Aids such as canes and walking frames help a great deal, but research suggests their use or misuse in certain circumstances such as on stairs or stepping into or out of vehicles can actually exacerbate the problem with sense of balance and increase the risk of injury.
In order to address the challenge of human balance in the elderly, in recent years a great deal of research has focussed on the phenomenon known as 'light touch.' Even with eyes closed, a subject that lightly touches a curtain or piece of paper draped in front of them with just their fingertips is given enough of a stimulus cue to reduce their swaying. This happens even though a curtain or piece of paper cannot deliver any postural support in the way that a cane or walking frame can.
Researchers with Yokohama National University (YNU) and the Prefectural University of Hiroshima wanted to test a way to create a 'virtual light touch' (VLT) system to achieve the same result--in effect creating a virtual curtain.

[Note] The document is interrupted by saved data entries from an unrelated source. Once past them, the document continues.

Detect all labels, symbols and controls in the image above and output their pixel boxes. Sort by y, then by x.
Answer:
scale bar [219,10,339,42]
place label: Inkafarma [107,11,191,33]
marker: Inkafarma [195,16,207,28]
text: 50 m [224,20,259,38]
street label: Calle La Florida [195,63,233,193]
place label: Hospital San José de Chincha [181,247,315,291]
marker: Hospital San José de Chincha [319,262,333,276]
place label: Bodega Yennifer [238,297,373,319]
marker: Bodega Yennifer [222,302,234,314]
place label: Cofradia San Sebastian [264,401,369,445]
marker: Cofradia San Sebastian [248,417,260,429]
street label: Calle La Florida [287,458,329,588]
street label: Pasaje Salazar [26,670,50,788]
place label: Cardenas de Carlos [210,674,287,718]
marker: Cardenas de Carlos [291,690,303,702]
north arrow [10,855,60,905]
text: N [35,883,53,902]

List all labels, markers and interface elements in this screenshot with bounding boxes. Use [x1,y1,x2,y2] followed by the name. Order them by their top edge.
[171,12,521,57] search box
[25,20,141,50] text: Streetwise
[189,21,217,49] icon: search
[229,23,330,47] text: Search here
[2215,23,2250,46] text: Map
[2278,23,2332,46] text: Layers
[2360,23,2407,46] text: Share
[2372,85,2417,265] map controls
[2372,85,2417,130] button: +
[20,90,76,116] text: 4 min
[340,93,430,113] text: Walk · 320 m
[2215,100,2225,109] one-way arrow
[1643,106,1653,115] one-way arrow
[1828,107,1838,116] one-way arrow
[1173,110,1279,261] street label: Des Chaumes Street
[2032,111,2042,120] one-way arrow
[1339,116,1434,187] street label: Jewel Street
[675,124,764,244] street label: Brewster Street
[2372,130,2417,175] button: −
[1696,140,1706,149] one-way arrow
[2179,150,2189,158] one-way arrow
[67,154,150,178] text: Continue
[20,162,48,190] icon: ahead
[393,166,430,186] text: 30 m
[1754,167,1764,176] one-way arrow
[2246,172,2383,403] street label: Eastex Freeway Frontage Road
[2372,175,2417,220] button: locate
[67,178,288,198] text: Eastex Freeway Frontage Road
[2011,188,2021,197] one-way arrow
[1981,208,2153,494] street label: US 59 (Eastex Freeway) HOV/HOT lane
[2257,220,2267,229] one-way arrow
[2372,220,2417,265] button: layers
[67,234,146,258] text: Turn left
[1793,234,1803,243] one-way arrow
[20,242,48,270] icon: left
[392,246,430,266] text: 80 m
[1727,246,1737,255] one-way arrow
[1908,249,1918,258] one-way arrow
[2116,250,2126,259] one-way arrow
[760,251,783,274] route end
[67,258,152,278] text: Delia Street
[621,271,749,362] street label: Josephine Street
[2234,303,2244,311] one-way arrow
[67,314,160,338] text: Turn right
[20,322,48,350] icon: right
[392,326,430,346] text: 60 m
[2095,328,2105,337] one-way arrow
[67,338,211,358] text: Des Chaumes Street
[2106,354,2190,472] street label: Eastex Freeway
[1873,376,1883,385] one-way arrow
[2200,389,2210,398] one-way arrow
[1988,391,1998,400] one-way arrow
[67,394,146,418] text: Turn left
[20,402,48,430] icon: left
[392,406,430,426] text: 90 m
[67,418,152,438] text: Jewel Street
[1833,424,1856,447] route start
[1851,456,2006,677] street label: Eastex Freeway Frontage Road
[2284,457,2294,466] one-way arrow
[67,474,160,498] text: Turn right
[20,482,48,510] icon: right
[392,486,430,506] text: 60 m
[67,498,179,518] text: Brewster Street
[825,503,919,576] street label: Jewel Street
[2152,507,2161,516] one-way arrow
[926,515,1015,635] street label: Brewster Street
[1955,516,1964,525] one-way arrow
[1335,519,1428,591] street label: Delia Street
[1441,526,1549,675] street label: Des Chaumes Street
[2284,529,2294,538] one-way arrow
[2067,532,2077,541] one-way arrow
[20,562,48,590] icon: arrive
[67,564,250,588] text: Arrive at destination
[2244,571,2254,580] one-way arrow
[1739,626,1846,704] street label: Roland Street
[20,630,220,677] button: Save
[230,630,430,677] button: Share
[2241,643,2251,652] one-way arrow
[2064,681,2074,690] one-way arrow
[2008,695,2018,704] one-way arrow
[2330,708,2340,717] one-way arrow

The first step was a basic VLT system that incorporated a small device that fits over a fingertip of a subject--much like wearing a thimble--and delivers a vibrotactile 'nudge' when they begin to sway. Assessment of swaying in this first attempt at a VLT was performed by a 3D motion capture system akin to what is used by special effects professionals in the movie industry.
Initial tests on subjects with this proof-of-concept system showed results equivalent to the use of a physical curtain.
"The use of such a large and complex motion capture system is no more practical in daily life than a curtain," said Keisuke Shima, Associate Professor at faculty of engineering of YNU and lead author of the study.
"But the tests on live subjects showed that the concept worked," added YNU researcher Mami Sakata, a co-author of the paper. "The next step was to transform the VLT into a system that could be used in everyday life."
The researchers swapped out the motion capture system for an accelerometer--an electromechanical device that measures acceleration forces--similar to what is found in most smartphones. The vibrotactile nudges were still delivered by the vibrotactile thimble device.
The accelerometer-and-vibrotactile-thimble VLT system was then tested on 150 volunteers ranging in age from their sixties to their nineties and again found that postural sway was reduced as significantly as a physical curtain.
The acceleration-based VLT set-up is immediately practical as a balance aid in everyday life as it involves a simple, lightweight and compact sensor and motor. It should enjoy widespread adoption amongst elderly people.
However, the researchers want to improve their system further by making the device even more lightweight and compact, and to enhance its reduction of postural sway. For this latter enhancement, they will need to explore precisely how the still poorly understood light-touch effect works to support human balance.